Real-Life A/B Testing in Startups

Simon Deichsel
Project A Insights
Published in
5 min readMay 9, 2017

These days, everybody has heard about A/B testing and nearly everyone has at least taken part in setting up an A/B test or looked at its results. It seems very straightforward at first sight, but as always god (or if you prefer: the devil) lies in the details.

Marketing departments of A/B testing suites are telling the world that firing out A/B tests is a breeze, and they all provide the tools to make you a conversion superhero in minutes.

However — in reality — when you just use everyone’s favorite tool, take the built-in editor, and move some elements on your page around, your A/B test will likely cause more trouble instead of helping you to find even the tiniest conversion uplift.
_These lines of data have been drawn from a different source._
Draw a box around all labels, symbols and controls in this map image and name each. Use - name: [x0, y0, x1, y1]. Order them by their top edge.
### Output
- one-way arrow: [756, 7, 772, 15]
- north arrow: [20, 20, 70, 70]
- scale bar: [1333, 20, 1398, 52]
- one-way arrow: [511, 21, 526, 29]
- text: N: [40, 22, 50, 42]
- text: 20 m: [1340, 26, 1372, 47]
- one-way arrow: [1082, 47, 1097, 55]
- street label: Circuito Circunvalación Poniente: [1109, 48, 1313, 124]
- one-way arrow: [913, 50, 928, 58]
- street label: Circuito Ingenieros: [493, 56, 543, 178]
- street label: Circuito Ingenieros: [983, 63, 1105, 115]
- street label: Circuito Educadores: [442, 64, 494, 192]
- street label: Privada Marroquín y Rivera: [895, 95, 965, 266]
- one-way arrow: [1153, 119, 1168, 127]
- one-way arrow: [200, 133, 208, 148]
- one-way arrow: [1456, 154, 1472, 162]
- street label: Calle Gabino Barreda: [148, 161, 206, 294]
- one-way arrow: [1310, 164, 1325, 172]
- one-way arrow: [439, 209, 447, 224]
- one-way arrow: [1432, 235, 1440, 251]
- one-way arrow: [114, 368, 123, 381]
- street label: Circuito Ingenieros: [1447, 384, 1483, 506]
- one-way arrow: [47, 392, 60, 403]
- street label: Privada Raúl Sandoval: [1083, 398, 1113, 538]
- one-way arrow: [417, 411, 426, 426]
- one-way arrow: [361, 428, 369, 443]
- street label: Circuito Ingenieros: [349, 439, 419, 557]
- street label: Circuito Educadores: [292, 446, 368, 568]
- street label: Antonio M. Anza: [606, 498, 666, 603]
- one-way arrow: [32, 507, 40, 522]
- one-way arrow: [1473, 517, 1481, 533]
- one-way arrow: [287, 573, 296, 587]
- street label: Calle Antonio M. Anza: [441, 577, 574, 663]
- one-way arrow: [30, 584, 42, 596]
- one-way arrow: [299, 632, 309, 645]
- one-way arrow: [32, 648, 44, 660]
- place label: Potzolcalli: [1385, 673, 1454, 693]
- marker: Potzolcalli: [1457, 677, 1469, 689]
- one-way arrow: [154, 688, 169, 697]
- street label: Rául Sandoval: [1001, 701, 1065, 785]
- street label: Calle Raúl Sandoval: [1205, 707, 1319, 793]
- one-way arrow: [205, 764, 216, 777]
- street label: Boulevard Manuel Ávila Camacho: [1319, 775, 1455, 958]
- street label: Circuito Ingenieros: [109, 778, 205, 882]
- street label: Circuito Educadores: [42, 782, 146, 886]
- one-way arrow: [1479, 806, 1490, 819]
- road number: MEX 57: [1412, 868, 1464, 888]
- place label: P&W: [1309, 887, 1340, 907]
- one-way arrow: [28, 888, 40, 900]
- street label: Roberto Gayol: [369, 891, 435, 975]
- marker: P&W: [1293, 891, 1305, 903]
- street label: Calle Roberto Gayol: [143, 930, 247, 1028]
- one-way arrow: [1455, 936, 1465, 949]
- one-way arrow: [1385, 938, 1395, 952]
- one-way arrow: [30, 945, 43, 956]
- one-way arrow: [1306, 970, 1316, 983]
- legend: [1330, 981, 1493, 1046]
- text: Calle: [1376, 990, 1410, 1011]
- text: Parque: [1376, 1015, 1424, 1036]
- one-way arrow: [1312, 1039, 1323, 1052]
As always, good things only happen when somebody thought deeply about them.

In this article you will find guidelines for A/B testing. In the end, a good A/B testing strategy is not so different from a product lifecycle in turbo boost mode.

Idea Selection

At the beginning, the most important thing is finding the right ideas. If you work in a startup and have less than 10k of visits per day, you are forced to just test one hypothesis after another, always using your entire traffic and starting at the beginning of the funnel. Make sure that you get a lot of relevant testing ideas in. Away with ownership of ideas, let a thousand flowers grow! Ask everyone in your company to send in ideas, ideally by organizing a competition for the best testable conversion optimization idea. If you use a shared spreadsheet you can avoid duplicates and get some guidance, but ultimately the selection of the first candidate will be based on the gut feeling of a jury that should take the decision. André Morys from Web Arts suggests to check these questions in order to select your hypotheses:

  1. Is the visual contrast of the hypothesis big enough to be noticed by users?
  2. Is the hypothesis bold enough to actually change behavior?
  3. Are there psychological findings supporting the effects of the hypothesis?

Designing and Iterating

Once you settled for an idea, you can start a mini design sprint to flesh out the details. Get 4 or 5 people together, and sketch with pen and paper to create as many iterations in slots of 5–10 minutes until you come to a conclusion and settle for 2 versions of a final wireframe. Then, let a designer create a fully fleshed out design. Work on the wording until you feel it is perfect.

Now, test.

Leave the comfort zone of your office, show your picture of the website to people. We found that using an iPad makes a simple JPEG feel much more like a website than printing it out. Once you got feedback from 5 people, improve your design accordingly. Test again. Do this until you do not learn anything new or relevant for the test from people’s responses. Do not forget to design a mobile view — or exclude mobile traffic if you can afford that.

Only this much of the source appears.